Deutlich mehr zu tun als zu normalen Zeiten haben auch die Sozialdienste von Fricktaler Gemeinden. «Insgesamt hat der Bedarf nach telefonischer Beratung bei uns stark zugenommen», berichtet Marco Schwab, Leiter des regionalen Sozialdienstes Laufenburg, zuständig für Gansingen, Laufenburg, Sisseln und Stein. «Noch sind es ganz wenige Fälle, dass jemand wegen Corona Sozialhilfe beantragen muss, vielleicht zwei bis drei Selbstständige ohne finanzielle Reserven.» Doch Schwab ist sich sicher: «Das wird noch anziehen in den kommenden drei bis vier Wochen, wir werden sicher noch mehr gefordert sein.» Davon ist auch Michael Haefeli, Leiter des Sozialdiensts Rheinfelden, überzeugt.
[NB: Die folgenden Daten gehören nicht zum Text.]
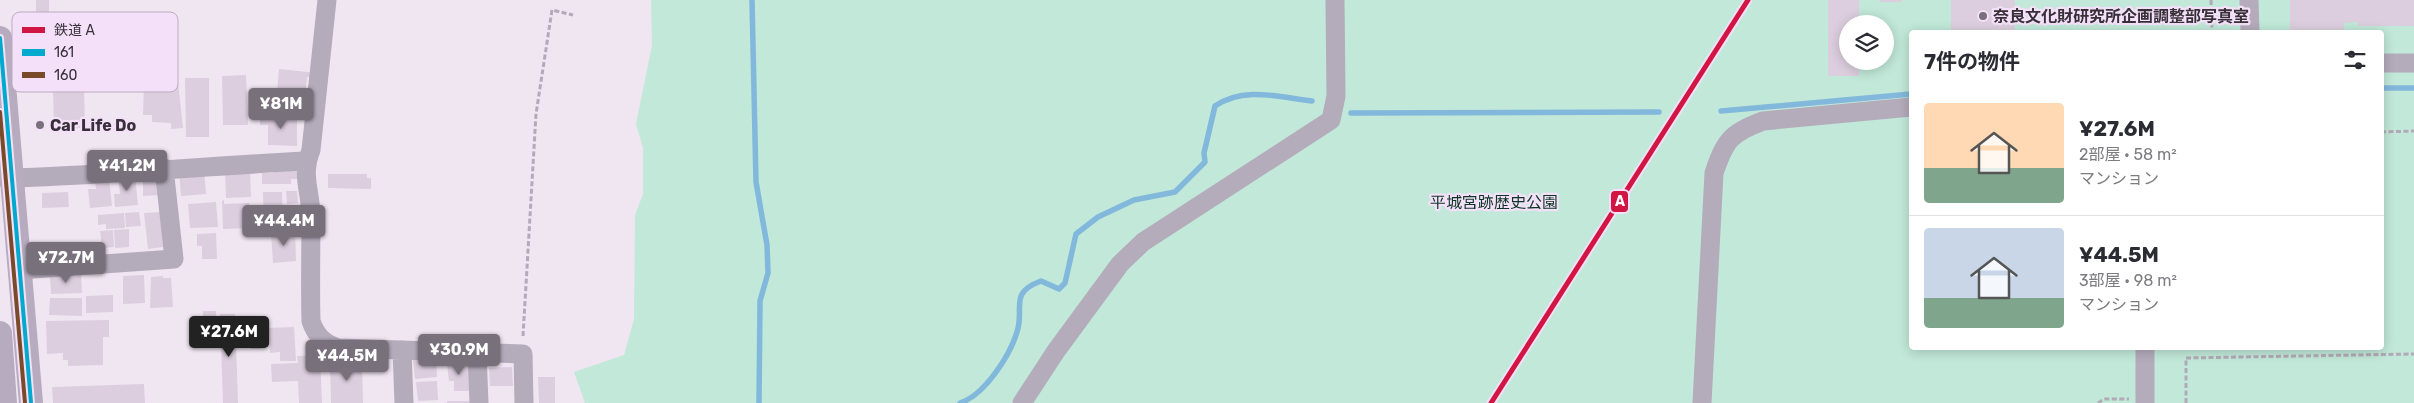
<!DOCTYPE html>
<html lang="ja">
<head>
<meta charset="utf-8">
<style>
  :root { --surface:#fff; --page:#f2f2f3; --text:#2b2b33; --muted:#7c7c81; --line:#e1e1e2; --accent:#78707a }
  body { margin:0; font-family:Rubik,"Noto Sans JP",sans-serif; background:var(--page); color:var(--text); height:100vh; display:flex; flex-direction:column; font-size:19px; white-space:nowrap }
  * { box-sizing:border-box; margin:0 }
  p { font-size:16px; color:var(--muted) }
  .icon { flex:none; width:28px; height:28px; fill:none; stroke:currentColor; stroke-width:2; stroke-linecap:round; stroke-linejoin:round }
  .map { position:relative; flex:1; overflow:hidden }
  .panel { position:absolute; left:1909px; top:30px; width:475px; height:320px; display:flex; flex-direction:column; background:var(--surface); border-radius:5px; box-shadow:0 2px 12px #0003 }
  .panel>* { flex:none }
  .controls { position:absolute; left:1839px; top:15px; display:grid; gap:10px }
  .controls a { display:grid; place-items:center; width:55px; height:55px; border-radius:50%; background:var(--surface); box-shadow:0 2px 12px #0003; font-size:25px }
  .price { position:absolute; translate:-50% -42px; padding:0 11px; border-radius:5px; background:var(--accent); color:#fff; font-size:16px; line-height:32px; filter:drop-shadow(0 1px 2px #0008) }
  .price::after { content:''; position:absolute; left:50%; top:30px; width:15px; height:11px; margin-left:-8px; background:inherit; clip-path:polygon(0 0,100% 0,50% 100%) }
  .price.current { background:#222; color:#fff }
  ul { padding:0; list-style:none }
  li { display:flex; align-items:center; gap:15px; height:125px; padding:0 15px }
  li+li { border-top:1px solid var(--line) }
  li span { display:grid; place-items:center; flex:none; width:140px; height:100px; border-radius:5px; color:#555 }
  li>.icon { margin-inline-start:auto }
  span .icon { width:60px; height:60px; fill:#fffc; stroke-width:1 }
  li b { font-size:21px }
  h2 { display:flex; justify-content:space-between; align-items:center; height:60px; padding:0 15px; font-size:21px }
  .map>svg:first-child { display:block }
  .green { fill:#c1e8d8; fill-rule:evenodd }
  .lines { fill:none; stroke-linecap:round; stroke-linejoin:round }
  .stream { stroke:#82b8dc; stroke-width:5.5 }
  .building { fill:#dccede }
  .path { stroke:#b2aab6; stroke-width:3; stroke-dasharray:5 2.5; stroke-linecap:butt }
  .minor { stroke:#b4abbb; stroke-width:19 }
  .major { stroke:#b7abbf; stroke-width:24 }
  .bus-1-casing { stroke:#f4e0f8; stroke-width:8 }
  .bus-2-casing { stroke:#f4e0f8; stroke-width:8 }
  .bus-1 { stroke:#00a9ce; stroke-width:4 }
  .bus-2 { stroke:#7a4b2a; stroke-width:4 }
  .rail-1-casing { stroke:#f4e0f8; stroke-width:9 }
  .rail-1 { stroke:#d21644; stroke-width:5 }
  .poi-dot { fill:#78707a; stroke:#f4e0f8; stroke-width:2 }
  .labels { text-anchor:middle; stroke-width:4.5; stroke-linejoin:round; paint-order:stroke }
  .poi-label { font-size:16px; font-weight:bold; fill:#373039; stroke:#f4e0f8; text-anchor:start }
  .park-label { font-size:16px; fill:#0d3524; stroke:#f4e0f8 }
  .key { fill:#f4e0f8; stroke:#bbabbf; stroke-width:1 }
  .key-label { font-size:14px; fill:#373039 }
  .line-badge { stroke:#f4e0f8; stroke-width:2 }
  .badge-label { font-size:14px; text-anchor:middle; font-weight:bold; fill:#fff }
</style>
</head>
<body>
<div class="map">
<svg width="2414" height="403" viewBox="0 0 2414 403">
  <rect width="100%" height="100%" fill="#f0e6f2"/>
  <path class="green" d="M 651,0 L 2414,0 L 2414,403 L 585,403 L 574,372 L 624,355 L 634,319 L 635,215 L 643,194 L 643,148 L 636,124 L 652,45 ZM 1848,24 L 1885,24 L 1885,61 L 1848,61 ZM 1911,32 L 2381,32 L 2381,348 L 1911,348 Z"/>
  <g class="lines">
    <path class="stream" d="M 752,0 L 756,182 L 767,245 L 768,273 L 760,301 L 759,403
      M 2381,88 L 2414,88
      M 1721,111 L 1911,94
      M 1351,113 L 1659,112
      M 960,403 C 985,395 1010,355 1017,332 C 1025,308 1008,293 1041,281 L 1059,289 L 1065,283 L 1076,234 L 1098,217 L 1134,200 L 1175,192 L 1205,162 L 1204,153 L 1215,106 C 1244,86 1278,97 1312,101"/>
  </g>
  <path class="building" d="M 36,0 L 49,0 L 49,26 L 36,26 Z
    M 1828,0 L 1859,0 L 1859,24 L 1848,24 L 1848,61 L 1859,61 L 1859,76 L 1828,76 Z
    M 1880,0 L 1902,0 L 1902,2 L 1880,2 Z
    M 1951,0 L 2015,0 L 2015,32 L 1951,32 Z
    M 2290,0 L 2414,0 L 2414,26 L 2358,26 L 2358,22 L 2344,23 L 2344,32 L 2290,32 Z
    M 279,69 L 317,73 L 317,78 L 307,77 L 305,95 L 299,95 L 298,106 L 276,104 Z
    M 246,75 L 248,125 L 223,125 L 222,76 Z
    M 185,78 L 209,78 L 209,137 L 186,137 Z
    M 178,82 L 183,128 L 171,129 L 171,123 L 152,122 L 152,115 L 143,115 L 144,84 Z
    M 84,90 L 85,128 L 54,128 L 53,91 Z
    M 260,115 L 297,117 L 297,146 L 268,145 L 268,125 L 260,125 Z
    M 273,167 L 297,167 L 297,179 L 291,179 L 291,184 L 262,184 L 262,173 L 273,173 Z
    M 250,169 L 251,197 L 226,198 L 225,170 Z
    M 204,170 L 206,194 L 181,196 L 179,172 Z
    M 159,174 L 160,195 L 143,196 L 143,175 Z
    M 328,174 L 367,174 L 367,178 L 371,178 L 371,189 L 328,188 Z
    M 135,175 L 138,205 L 115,207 L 114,194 L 120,194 L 118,176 Z
    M 109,178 L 112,206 L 90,208 L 88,189 L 96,189 L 95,179 Z
    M 286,191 L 297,191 L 298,203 L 287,204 Z
    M 68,192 L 69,207 L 42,208 L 42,193 Z
    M 263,192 L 282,192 L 283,227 L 264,227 Z
    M 224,200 L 224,204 L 249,203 L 251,228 L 223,229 L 222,201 Z
    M 216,202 L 218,227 L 190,228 L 188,204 Z
    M 139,212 L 141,226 L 126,227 L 125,213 Z
    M 160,212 L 163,247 L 148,249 L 144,213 Z
    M 124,213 L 125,228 L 106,229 L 106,224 L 98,225 L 98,215 Z
    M 129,229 L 129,247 L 115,248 L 114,230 Z
    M 113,230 L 114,247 L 102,248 L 100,231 Z
    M 295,231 L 296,261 L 273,263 L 271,233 Z
    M 216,233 L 217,259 L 202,259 L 202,246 L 197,246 L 197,234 Z
    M 81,273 L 82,293 L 51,294 L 50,274 Z
    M 144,275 L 145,303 L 123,304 L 123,276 Z
    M 163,276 L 163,278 L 171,278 L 173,307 L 150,308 L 151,277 Z
    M 113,295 L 113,312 L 86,313 L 86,296 Z
    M 50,298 L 82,298 L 82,316 L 49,315 Z
    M 203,311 L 216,311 L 216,323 L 203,323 Z
    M 220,314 L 235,314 L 238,403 L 223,403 Z
    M 109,320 L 109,337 L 103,337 L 103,365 L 68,366 L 68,360 L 63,360 L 63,353 L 47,354 L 46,321 Z
    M 294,327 L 296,361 L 280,361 L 280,352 L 270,353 L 269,328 Z
    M 250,328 L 260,328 L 261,349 L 251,349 Z
    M 320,355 L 322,403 L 299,403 L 298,381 L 272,382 L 271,364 L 298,363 L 297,356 Z
    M 436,359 L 437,377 L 415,379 L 413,360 Z
    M 362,360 L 363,403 L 331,403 L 330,361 Z
    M 469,363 L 469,391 L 454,391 L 454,381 L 449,381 L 447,364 Z
    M 512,367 L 513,386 L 490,386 L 489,368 Z
    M 538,377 L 555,377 L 555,403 L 539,403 Z
    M 437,381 L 438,400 L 418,401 L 416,382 Z
    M 144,384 L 145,403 L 53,403 L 52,387 Z
    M 447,401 L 472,401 L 472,403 L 447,403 Z"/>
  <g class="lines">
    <path class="path" d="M 2211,0 L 2212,32
      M 2381,132 L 2414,131
      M 523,336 L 536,114 L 552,10 L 573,15
      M 2098,403 L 2104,399 L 2129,399
      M 2186,403 L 2186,358 L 2414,354"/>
    <path class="minor" d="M 327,0 L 311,150 C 301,175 310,189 311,214 C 311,250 310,285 311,321 C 316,336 324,343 338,348 L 523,354 L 524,403
      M 2249,0 L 2250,32
      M 2381,63 L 2414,63
      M 0,177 L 12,178 C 110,175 208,166 306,161
      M 19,270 L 174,259 L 164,168
      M 2145,348 L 2145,403
      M 402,350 L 404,403
      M 477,352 L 479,403
      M 1022,403 L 1056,351 L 1120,264 L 1143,242 L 1331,120 L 1336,96 L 1335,0
      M 1702,403 L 1714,173 C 1725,141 1730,133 1763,121 L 1911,107"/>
    <path class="major" d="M 0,38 L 31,403
      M 0,333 L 5,403"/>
    <g class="bus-1-casing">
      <path id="bus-1" d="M 0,38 L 31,403"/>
    </g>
    <g class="bus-2-casing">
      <path id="bus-2" d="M 0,112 L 25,403"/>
    </g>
    <use href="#bus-1" class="bus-1"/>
    <use href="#bus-2" class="bus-2"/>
    <g class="rail-1-casing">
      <path id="rail-1" d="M 1491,403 L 1748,0"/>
    </g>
    <use href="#rail-1" class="rail-1"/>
  </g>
  <g class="poi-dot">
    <circle cx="1983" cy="16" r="5"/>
    <circle cx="40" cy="125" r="5"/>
  </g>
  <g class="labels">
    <g class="poi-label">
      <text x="1993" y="22">奈良文化財研究所企画調整部写真室</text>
      <text x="50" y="131">Car Life Do</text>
    </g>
    <g class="park-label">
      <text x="1494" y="208">平城宮跡歴史公園</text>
    </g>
  </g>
  <rect x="12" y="12" width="166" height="80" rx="8" class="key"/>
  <rect x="22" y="27" width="23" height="6" fill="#d21644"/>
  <rect x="22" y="49" width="23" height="7" fill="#00a9ce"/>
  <rect x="22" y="72" width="23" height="6" fill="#7a4b2a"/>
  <g class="key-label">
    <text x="54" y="35">鉄道 A</text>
    <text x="54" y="57">161</text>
    <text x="54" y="80">160</text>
  </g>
  <rect class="line-badge" x="1610" y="190" width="19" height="23" rx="5" fill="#d21644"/>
  <g class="badge-label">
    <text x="1620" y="206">A</text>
  </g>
</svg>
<div class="controls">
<a><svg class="icon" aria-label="layers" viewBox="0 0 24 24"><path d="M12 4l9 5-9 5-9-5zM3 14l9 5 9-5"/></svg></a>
</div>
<b class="price" style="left:281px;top:130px">¥81M</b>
<b class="price" style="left:127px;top:192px">¥41.2M</b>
<b class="price" style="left:284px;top:247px">¥44.4M</b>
<b class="price" style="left:66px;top:284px">¥72.7M</b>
<b class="price current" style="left:229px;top:358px">¥27.6M</b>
<b class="price" style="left:459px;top:376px">¥30.9M</b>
<b class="price" style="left:347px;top:382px">¥44.5M</b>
<section class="panel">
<h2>7件の物件<svg class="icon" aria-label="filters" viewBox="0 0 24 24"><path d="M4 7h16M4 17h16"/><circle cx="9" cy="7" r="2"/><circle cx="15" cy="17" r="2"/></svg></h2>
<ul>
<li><span style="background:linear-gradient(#ffd9b3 65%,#7fa58c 0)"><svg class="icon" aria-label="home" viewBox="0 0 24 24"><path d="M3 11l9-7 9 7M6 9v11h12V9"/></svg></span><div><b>¥27.6M</b><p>2部屋 · 58 m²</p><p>マンション</p></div></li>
<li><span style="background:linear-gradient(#c9d6e8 70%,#7fa58c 0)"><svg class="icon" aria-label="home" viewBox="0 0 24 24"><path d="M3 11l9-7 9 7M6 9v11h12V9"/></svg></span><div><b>¥44.5M</b><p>3部屋 · 98 m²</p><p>マンション</p></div></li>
</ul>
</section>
</div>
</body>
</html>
«Wir rechnen mit einer Zunahme bei den Sozialhilfegesuchen. Vermutlich werden Personen, die im Stundenlohn angestellt oder selbständig erwerbend sind, keine oder weniger Arbeit haben und kein genügendes Einkommen mehr erzielen.» Auch sei damit zu rechnen, dass andere Leistungsansprüche wie beispielsweise Arbeitslosentaggelder nicht rechtzeitig geklärt werden könnten und dass so diese Personen ebenso an den Sozialdienst gelangen.
Urs Fingerlin, Präsident der Sektion Fricktal der Gewerkschaft Syna, sieht die Menschen derzeit doppelt belastet, «wenn sich die Angst vor Corona mit der vor dem sozialen Abstieg mischt.» Vieles an Arbeitnehmerrechten sei im Arbeits- und Obligationenrecht geregelt, aber eben nicht alles. Jetzt gelte es, ganz in der Schweizer Tradition, den Konsens zwischen Arbeitnehmern und -gebern zu suchen und miteinander das Gespräch zu führen. Kurzarbeit hält Fingerlin nicht für das richtige Instrument, die mit Corona verbundene Wirtschaftskrise zu lösen. «Das ist eher für Firmen, die in normalen Situationen in Not geraten, aber nicht in dieser grossen Zahl während einer Pandemie.» Kurzarbeitsentschädigung werde aus den Beiträgen der Arbeitslosenkasse finanziert. Unterm Strich stelle sich der Arbeitnehmer mit Kurzarbeit schlechter als regulär. Fingerlin plädiert dafür, der Wirtschaft in den Zeiten von Corona mit Steuergeldern zu helfen. «In der Finanzkrise wurden den Banken auch Milliarden von Franken gegeben. Das Geld muss jetzt einfach da sein.» Fingerlin bringt das 2016 an der Urne gescheiterte bedingungslose Grundeinkommen wieder ins Spiel. Damit würden aktuell auch jene Unterstützung erhalten, die nicht durch Kurzarbeitsentschädigung oder andere Hilfspakete unterstützt werden. «Wenn wir das schon hätten, wäre im Moment vieles einfacher.»